Starting with the line that holds "<button>−</button>", copy out each remaining line of the listing below, up to and including the last one, and include nothing else.

(Beginning of Data extract)

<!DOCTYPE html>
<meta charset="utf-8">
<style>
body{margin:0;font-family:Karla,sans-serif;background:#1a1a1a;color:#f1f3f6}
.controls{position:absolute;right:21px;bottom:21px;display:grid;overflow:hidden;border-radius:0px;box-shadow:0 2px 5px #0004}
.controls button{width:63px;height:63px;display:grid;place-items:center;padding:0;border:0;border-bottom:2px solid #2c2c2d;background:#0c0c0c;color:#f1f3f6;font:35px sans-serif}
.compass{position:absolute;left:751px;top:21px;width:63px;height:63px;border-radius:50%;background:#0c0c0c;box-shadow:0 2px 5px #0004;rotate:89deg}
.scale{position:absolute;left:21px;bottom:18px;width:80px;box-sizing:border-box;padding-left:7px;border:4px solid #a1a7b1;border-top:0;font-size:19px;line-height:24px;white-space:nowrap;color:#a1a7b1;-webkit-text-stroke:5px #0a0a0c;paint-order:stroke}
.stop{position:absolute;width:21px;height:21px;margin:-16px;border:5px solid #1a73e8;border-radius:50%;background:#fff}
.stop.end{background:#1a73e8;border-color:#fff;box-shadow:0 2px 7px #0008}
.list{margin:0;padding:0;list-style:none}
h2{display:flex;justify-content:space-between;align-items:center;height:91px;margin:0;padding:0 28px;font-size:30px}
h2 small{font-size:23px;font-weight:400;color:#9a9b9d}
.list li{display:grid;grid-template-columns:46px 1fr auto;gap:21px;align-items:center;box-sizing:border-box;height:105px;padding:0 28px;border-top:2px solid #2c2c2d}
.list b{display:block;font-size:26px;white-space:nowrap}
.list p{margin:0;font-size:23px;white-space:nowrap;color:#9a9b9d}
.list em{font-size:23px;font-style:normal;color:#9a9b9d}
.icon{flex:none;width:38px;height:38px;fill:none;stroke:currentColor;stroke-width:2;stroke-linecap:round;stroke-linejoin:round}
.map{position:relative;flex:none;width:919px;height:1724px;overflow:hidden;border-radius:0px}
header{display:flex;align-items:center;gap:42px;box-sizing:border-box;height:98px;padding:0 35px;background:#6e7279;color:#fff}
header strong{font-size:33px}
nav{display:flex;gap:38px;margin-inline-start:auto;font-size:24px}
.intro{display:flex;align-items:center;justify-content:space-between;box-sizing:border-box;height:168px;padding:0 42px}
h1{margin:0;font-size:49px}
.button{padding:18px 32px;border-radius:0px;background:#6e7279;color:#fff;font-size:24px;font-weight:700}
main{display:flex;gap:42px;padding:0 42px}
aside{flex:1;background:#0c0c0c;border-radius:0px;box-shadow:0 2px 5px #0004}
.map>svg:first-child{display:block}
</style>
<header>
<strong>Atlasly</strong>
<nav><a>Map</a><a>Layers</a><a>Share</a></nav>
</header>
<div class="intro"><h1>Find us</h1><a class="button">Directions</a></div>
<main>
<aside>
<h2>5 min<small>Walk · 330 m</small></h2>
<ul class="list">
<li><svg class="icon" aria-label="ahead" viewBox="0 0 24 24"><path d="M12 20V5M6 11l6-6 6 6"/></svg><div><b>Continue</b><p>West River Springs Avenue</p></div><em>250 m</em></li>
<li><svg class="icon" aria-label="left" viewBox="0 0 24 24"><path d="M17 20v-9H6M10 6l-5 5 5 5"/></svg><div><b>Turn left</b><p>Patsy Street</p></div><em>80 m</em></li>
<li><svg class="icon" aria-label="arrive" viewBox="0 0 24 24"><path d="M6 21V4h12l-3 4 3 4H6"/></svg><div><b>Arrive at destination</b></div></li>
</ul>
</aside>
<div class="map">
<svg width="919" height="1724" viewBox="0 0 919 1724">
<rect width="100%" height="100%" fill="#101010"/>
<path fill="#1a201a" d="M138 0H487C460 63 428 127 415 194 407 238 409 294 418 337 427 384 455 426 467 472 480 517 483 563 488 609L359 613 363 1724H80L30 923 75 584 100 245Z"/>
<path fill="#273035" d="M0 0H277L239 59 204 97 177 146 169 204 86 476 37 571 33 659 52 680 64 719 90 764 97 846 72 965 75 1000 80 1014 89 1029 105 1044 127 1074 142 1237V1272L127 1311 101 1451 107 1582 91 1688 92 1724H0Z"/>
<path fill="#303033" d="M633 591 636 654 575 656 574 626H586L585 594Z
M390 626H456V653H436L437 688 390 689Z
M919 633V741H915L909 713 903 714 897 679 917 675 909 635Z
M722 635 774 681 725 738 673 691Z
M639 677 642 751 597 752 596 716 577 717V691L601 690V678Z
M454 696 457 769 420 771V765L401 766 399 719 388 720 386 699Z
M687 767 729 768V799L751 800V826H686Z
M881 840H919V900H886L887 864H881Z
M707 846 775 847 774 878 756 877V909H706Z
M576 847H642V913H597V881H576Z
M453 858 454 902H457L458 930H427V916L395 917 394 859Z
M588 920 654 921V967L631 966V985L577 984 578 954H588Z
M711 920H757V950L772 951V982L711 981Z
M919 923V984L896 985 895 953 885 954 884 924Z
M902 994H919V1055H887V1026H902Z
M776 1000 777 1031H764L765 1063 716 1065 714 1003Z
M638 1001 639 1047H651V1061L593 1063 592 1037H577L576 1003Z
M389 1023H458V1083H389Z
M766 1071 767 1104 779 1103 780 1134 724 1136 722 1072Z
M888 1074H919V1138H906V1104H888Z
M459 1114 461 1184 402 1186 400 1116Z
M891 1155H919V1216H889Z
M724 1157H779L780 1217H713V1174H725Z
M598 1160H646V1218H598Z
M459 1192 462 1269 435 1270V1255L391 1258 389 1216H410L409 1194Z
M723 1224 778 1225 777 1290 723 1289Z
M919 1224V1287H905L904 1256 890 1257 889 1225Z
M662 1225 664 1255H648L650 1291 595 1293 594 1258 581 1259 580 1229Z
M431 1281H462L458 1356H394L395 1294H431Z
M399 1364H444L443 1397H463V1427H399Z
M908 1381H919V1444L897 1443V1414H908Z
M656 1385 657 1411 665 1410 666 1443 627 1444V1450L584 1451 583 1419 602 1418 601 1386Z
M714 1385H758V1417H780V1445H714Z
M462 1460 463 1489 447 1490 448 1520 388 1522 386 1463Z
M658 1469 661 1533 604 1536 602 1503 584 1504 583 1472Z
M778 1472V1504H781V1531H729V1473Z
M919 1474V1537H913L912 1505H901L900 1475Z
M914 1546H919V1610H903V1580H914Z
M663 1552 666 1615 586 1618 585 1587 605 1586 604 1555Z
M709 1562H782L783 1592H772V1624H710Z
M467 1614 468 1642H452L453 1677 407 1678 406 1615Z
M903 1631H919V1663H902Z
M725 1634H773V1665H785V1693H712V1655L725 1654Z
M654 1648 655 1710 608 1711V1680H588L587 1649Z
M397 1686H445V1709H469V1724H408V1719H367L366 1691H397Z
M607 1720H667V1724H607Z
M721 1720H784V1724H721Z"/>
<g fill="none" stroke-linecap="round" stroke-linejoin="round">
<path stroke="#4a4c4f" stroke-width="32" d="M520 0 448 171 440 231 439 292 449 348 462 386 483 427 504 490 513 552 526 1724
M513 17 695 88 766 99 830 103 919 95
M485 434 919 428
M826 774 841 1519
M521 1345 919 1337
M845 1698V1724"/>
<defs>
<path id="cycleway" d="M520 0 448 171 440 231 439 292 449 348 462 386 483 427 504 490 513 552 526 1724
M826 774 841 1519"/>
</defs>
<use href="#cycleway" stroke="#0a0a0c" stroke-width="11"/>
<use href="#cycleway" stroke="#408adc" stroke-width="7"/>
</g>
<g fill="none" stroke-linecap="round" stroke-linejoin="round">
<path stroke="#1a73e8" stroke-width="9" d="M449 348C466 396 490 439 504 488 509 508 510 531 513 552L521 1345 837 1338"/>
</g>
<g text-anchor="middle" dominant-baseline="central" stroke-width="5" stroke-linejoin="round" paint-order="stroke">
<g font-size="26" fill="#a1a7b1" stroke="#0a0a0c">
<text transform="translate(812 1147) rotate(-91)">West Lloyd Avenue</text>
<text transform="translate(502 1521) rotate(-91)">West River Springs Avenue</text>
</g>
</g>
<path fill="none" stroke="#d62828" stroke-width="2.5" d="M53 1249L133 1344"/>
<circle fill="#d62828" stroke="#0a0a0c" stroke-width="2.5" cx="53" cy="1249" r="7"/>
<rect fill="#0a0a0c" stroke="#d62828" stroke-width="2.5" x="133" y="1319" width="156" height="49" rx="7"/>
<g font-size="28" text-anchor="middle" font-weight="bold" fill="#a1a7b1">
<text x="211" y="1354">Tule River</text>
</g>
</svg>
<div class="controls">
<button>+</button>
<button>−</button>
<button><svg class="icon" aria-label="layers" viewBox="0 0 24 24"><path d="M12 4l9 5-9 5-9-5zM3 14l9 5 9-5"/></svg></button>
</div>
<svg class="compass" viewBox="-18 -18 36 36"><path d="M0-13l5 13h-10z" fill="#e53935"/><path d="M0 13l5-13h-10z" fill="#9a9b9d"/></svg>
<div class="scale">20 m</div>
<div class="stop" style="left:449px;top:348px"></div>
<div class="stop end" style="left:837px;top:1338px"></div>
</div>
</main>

(End of Data extract)

* Answer:
<button>−</button>
<button><svg class="icon" aria-label="layers" viewBox="0 0 24 24"><path d="M12 4l9 5-9 5-9-5zM3 14l9 5 9-5"/></svg></button>
</div>
<svg class="compass" viewBox="-18 -18 36 36"><path d="M0-13l5 13h-10z" fill="#e53935"/><path d="M0 13l5-13h-10z" fill="#9a9b9d"/></svg>
<div class="scale">20 m</div>
<div class="stop" style="left:449px;top:348px"></div>
<div class="stop end" style="left:837px;top:1338px"></div>
</div>
</main>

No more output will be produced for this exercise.